# RDDs and DataFrames

* Creating RDDs and DataFrames using SparkContext
* Interoperability between RDDs and DataFrames
* Multiple rows and multiple column specifications for DataFrames
* Creating DataFrames using SQLContext
* Selecting, editing and renaming columns in dataframes
* Interoperability between Pandas and Spark dataframes

In [2]:
from pyspark.sql import SparkSession

spark = SparkSession \
    .builder \
    .master("local[*]") \
    .appName("Day1") \
    .getOrCreate()



In [3]:
sc = spark.sparkContext
sc.uiWebUrl

'http://4KS3J72.ww930.my-it-solutions.net:4041'

Here we use SparkContext.

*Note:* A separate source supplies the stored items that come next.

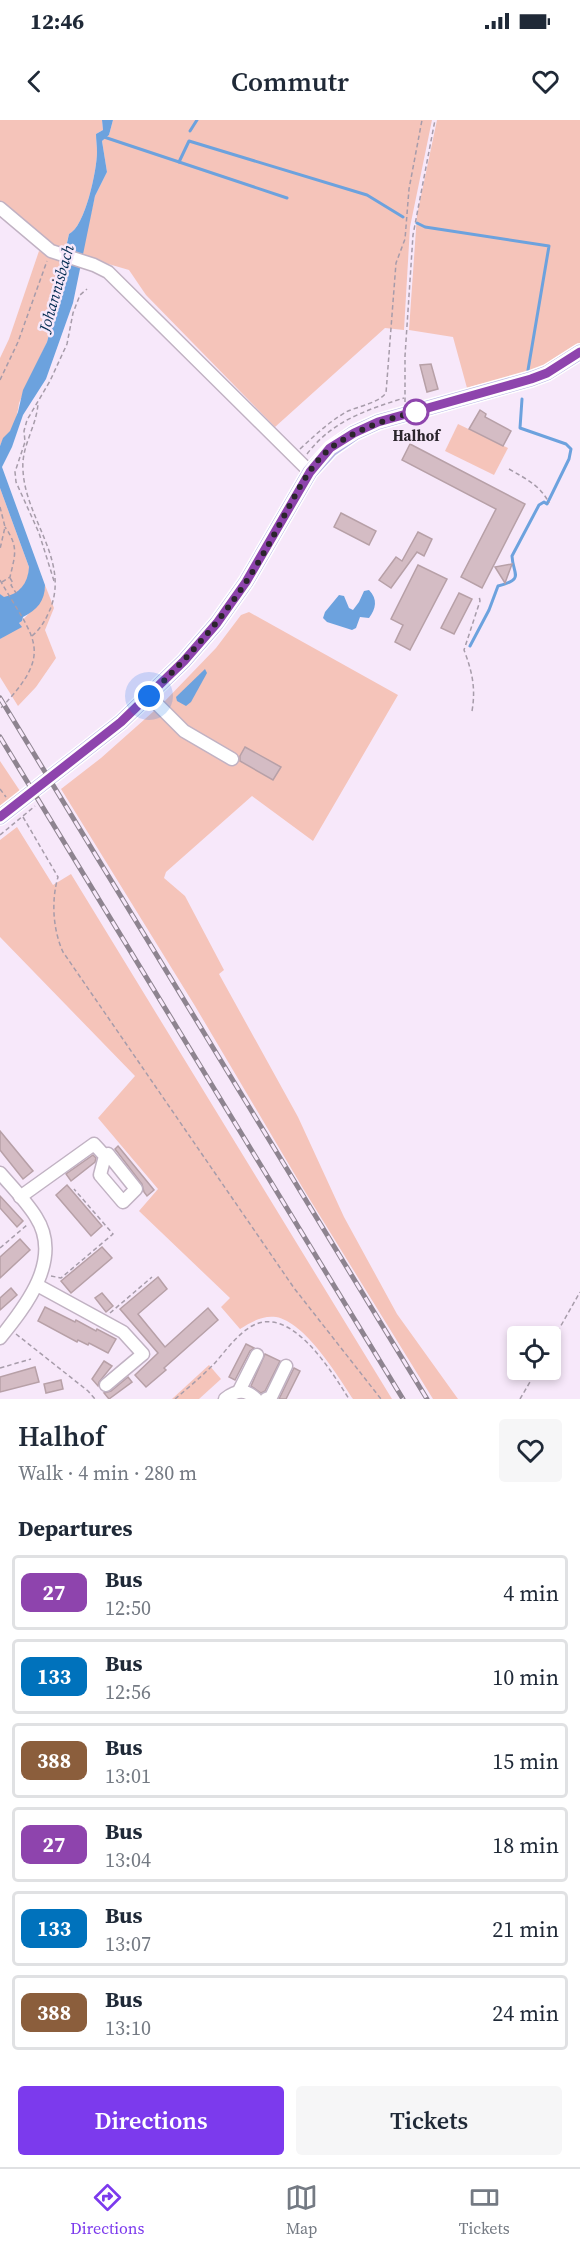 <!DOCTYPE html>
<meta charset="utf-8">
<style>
:root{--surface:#fff;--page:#f6f6f7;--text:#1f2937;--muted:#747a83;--line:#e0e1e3;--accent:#7c3aed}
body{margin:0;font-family:"Source Serif 4",serif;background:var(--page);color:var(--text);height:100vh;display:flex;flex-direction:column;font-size:22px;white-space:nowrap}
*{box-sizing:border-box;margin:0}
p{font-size:20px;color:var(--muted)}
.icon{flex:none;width:33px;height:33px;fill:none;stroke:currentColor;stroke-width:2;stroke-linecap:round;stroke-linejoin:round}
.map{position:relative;height:1279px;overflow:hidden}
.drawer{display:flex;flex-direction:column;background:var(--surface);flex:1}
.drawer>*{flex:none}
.badge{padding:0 12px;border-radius:9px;font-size:21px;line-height:39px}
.buttons{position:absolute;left:507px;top:1206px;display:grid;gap:12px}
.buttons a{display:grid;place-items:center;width:54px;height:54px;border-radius:6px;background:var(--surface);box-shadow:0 3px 9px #0003;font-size:30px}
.you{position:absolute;width:30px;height:30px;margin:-15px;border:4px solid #fff;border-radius:50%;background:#1a73e8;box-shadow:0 0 0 9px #1a73e833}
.map>.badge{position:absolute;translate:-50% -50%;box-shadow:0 0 0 3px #fff}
h2{padding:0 18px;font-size:22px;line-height:54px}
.round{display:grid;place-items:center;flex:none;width:63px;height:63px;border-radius:6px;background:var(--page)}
.summary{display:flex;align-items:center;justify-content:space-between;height:102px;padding:0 18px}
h1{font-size:28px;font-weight:600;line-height:45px}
.cta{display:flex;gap:12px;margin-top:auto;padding:12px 18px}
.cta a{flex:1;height:69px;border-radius:6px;background:var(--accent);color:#fff;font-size:24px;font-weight:600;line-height:69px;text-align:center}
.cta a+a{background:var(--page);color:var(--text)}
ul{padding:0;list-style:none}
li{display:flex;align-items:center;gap:18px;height:75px;margin:0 12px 9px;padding:0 6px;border:3px solid var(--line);border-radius:6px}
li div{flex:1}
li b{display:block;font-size:22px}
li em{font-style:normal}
li .badge{min-width:66px;font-weight:700;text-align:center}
.status{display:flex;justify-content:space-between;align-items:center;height:42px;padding:0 30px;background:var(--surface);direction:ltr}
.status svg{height:16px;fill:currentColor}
header{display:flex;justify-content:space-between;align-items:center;height:78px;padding:0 18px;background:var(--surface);font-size:27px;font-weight:600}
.tabs{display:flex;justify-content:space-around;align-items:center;height:84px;border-top:2px solid var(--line);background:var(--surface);font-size:16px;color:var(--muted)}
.tabs a{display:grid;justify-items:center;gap:3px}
.tabs .selected{color:var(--accent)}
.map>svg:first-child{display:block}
.green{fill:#f5c4ba}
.water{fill:#6ca2de}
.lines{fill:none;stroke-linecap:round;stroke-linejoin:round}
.stream{stroke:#6ca2de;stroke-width:3}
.building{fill:#d4bcc4;stroke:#b7a0a7;stroke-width:1.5}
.minor-casing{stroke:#c1b2c3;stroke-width:15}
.major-casing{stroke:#fff;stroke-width:18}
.path{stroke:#a79caa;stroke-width:1.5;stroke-dasharray:4.5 3;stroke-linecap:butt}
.minor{stroke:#fff;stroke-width:12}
.major{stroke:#b9b5e5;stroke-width:15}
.rail-casing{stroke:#8e8490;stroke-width:5}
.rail{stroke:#f7e8fa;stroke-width:3;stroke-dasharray:9;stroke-linecap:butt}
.line-casing{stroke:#fff;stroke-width:14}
.line{stroke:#8e44ad;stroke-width:9}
.walk{stroke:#2b252c;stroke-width:6;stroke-dasharray:0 10.8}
.stop-dot{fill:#fff;stroke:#8e44ad;stroke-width:3}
.labels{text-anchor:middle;stroke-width:5;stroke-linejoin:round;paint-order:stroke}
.stop-label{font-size:15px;font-weight:bold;fill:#2b252c;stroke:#f7e8fa}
.water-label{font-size:16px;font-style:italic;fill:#032c52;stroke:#f7e8fa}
</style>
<div class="status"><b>12:46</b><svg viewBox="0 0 49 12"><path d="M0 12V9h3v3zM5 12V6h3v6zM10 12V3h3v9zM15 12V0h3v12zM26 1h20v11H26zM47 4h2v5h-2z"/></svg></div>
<header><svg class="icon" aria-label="back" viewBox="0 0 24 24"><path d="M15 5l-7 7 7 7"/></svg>Commutr<svg class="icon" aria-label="heart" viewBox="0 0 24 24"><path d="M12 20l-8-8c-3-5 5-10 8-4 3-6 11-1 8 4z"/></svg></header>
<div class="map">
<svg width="580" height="1279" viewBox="0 0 580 1279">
<rect width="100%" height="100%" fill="#f7e8fa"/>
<g class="green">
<path d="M0,0H102L103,10L96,14C96,20 97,26 97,32C97,50 85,107 69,114L67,122L71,134L51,125L0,82Z"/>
<path d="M113,0H432L410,107L404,210L385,208L275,307L146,175L129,150L81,136L95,76L107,52L102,21L109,15Z"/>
<path d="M437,0H580V224C550,251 505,257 467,268L453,217L409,210L417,95Z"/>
<path d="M39,131L69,144L47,222L19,283C18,292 15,305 9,313C5,318 3,319 0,326V238L9,219Z"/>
<path d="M458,304L508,328L494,355L445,331Z"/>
<path d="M0,368L29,447C29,463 20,475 4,478L0,474Z"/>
<path d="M45,465L54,488L45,510L56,538L36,567L18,586L0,557V519C14,510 45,481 45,465Z"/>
<path d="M249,492L398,575L313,721L252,676L166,752L164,758L185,776L224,850L219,854L298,997L344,1097L397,1194L458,1279H433L304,1070L195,886L61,669L101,638L163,583L216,528L241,495Z"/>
<path d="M0,641L20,671L0,687Z"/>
<path d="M17,707L53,765L71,754L392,1279H353C338,1256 305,1202 276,1197C263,1195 251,1202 240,1209L221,1187L230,1178L139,1091L158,1069L98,998L135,956L0,817V720Z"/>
<path d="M209,1245L221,1259L199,1279H172Z"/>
</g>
<g class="water">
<path d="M102,0H113L109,15L102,21L107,52L95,76L73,183L46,259L23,295L12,327L2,347L45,465C45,481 37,490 23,497L22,501L19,503L22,507L0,519V474L4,477C19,474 28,464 29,447L0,368V326L3,318L10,311L18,292L23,270L47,222L69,144L71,130L67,123L69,114C85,107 97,50 97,32C97,26 96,20 96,14L103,10Z"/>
<path d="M369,470C378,479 376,489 369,498L360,497L356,508L352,510L327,502L323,498L325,492L339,475L344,476L349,488L353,490L359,482L364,471Z"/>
<path d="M205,549L207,553L191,582L186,586L177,581L176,577Z"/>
</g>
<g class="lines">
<g class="stream">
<path d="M190,11L197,0"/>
<path d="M104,17L287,78"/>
<path d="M179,42L189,21L367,75L403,97"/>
<path d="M417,103L425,107L549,126L528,250"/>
<path d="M470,526L489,490L498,466C525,459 513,455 512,436L539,385L544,382L547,384L569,339L571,329L566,324L520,308L522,279"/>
</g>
</g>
<g class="building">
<path d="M431,244L438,269L427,272L420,245Z"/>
<path d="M480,290L486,294L485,297L511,311L503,326L469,309Z"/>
<path d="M410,324L525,384L482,468L461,457L496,389L402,340Z"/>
<path d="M341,393L376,411L369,425L334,407Z"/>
<path d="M418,412L432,419L424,436L417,432L391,468L379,460L396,437L402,441Z"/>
<path d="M512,444L505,463L495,447Z"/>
<path d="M418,445L447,459L410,530L395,522L403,505L391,499Z"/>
<path d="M459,473L472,479L454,514L441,508Z"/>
<path d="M245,627L281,647L273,660L240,641V636Z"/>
<path d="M0,1011L33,1051L23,1059L0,1030Z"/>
<path d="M118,1026L154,1070L147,1076L144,1072L142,1064L115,1029Z"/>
<path d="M93,1035L96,1038L95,1042L71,1061L66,1054Z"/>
<path d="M67,1065L102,1106L91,1116L56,1075Z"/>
<path d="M0,1076L23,1101L17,1107L0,1088Z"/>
<path d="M20,1119L30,1130L0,1158V1137Z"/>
<path d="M102,1127L112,1138L71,1173L61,1161Z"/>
<path d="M158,1157L167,1169L138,1194L165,1227L208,1188L218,1200L164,1248L166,1250L146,1267L135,1255L158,1233L120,1189Z"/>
<path d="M11,1168L17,1175L0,1190V1178Z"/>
<path d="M102,1173L113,1186L106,1192L95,1178Z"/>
<path d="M45,1187L75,1202L76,1200L96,1211L97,1209L116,1219L108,1233L89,1223L88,1225L78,1220L77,1222L38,1201Z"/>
<path d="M246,1224L254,1228L250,1231L235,1260L229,1257Z"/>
<path d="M265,1234L280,1241L265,1271L261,1273L251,1266Z"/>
<path d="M104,1241L112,1246L99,1262L98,1266L92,1259Z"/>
<path d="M35,1247L39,1262L0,1272V1257Z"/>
<path d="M294,1248L300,1251L286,1279H279Z"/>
<path d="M128,1257L132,1262L109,1279L104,1273L111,1271Z"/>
<path d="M61,1260L63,1269L46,1273L44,1264Z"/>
</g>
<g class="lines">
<defs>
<g id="minor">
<path d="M0,88L51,131L94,145L108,152L310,352"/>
<path d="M149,576L184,611L232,639"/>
<path d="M0,1053C12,1067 26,1081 36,1097C63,1139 26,1186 0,1218"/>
<path d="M20,1077L94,1024L105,1036L100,1055L123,1082L136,1069L108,1034L105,1036"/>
<path d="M37,1165L123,1212L143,1234L106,1265"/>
<path d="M239,1271L257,1235"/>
<path d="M225,1279C236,1270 246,1269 256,1279"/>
<path d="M266,1279L271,1277L286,1246"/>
</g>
<path id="major" d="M0,697L121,602L184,541L217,503L246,462L310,352L331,329L354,313L378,302L531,259L547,253L580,232"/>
</defs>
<use href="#minor" class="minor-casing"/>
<use href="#major" class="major-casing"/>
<g class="path">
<path d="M0,260L18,222L47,141"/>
<path d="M405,282V236L413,115L435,0"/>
<path d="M300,329C315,315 329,302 346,292C358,286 377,284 386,273L396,143L405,119L409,69L422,0"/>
<path d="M307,334C332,301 366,290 404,278"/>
<path d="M509,349C526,359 540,365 549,383"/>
<path d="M0,387L5,407L0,429"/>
<path d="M10,458L13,463L11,465L16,473"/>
<path d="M0,460C34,520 56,531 0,589"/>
<path d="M54,461L39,413L16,362L15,352L25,322L24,311L27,300L50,261L67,224L73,193L80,175L87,169"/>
<path d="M2,462L10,457C15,435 19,427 5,407"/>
<path d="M32,516C39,510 44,503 48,494C73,443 25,400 23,350C21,326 37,306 38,283"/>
<path d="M472,591C476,568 472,551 464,530L480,481L479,476"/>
<path d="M0,669L6,677"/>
<path d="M23,697L58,757C51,781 53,810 63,832L294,1168L381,1279"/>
<path d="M0,715L35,686"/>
<path d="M0,1128L27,1105"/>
<path d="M51,1156L61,1158L113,1114L74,1069"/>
<path d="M110,1193L152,1157"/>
<path d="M16,1214L88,1271L95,1279"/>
<path d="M550,1225L580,1172"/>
<path d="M0,1248L31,1239"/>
<path d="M175,1279C188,1268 201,1257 213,1245C225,1232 236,1215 252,1206C291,1184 332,1252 349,1279"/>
<path d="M520,1279L537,1250"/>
</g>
<use href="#minor" class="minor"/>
<use href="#major" class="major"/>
<defs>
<g id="rail">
<path d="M0,578L427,1279"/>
<path d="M0,617L403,1279"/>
</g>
</defs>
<use href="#rail" class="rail-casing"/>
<use href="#rail" class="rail"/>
</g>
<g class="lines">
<defs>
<path id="line" d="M0,697L121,602L184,541L217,503L246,462L310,352L330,328L354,313L378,302L531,259L547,253L580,232"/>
</defs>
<use href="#line" class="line-casing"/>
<use href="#line" class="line"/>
<path class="walk" d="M149,576C184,541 216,507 244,465C258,444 271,421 283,398C296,374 310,344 332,327C358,309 386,299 416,292"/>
</g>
<circle class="stop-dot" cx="416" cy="292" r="12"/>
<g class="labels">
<g class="stop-label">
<text x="416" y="321">Halhof</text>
</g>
<g class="water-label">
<text transform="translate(56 168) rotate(-74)" y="6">Johannisbach</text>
</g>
</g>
</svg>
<div class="buttons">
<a><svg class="icon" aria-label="locate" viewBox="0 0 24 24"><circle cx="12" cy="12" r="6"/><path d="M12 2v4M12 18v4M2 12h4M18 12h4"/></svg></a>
</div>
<div class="you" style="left:149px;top:576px"></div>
</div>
<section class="drawer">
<div class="summary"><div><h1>Halhof</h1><p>Walk · 4 min · 280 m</p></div><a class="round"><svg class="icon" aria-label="heart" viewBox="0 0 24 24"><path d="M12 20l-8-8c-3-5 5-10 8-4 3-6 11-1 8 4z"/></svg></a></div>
<h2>Departures</h2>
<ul>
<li><span class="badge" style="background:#8e44ad;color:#fff">27</span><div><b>Bus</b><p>12:50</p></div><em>4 min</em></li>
<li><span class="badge" style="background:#0072bc;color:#fff">133</span><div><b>Bus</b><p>12:56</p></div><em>10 min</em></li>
<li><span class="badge" style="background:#8b5e3c;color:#fff">388</span><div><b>Bus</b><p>13:01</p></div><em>15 min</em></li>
<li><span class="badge" style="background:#8e44ad;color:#fff">27</span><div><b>Bus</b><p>13:04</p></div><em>18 min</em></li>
<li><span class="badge" style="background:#0072bc;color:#fff">133</span><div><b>Bus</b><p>13:07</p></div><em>21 min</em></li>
<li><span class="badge" style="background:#8b5e3c;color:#fff">388</span><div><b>Bus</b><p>13:10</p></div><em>24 min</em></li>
</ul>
<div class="cta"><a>Directions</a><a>Tickets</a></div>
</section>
<nav class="tabs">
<a class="selected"><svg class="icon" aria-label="directions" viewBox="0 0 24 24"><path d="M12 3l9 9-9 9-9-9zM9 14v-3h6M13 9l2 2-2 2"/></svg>Directions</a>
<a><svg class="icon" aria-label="map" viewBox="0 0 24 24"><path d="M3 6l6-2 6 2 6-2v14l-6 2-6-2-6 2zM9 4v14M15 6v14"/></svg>Map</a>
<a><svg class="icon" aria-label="tickets" viewBox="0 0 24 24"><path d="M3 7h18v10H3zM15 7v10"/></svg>Tickets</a>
</nav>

Normally, SparkSession is used.
Sparksession encapsulated Sparkcontext.
- simplified entry point
- no confusion on which context to uses (sql, Hives etc)
![](sparksession.jpg)


In [4]:
from pyspark.sql.types import Row
from datetime import datetime

#### Creating RDDs using sc.parallelize()
In this example different types of data are used, being string and integer


In [5]:
simple_data = sc.parallelize([1, "Alice", 50])
simple_data

ParallelCollectionRDD[0] at parallelize at PythonRDD.scala:184

Parallelized collections are created by calling SparkContext’s parallelize method on an existing iterable or collection in your driver program. The elements of the collection are copied to form a distributed dataset that can be operated on in parallel. For example, here is how to create a parallelized collection holding the numbers 1 to 5:

<p>data = [1, 2, 3, 4, 5] </p>

distData = sc.parallelize(data)

Once created, the distributed dataset (distData) can be operated on in parallel. For example, we can call distData.reduce(lambda a, b: a + b) to add up the elements of the list. We describe operations on distributed datasets later on.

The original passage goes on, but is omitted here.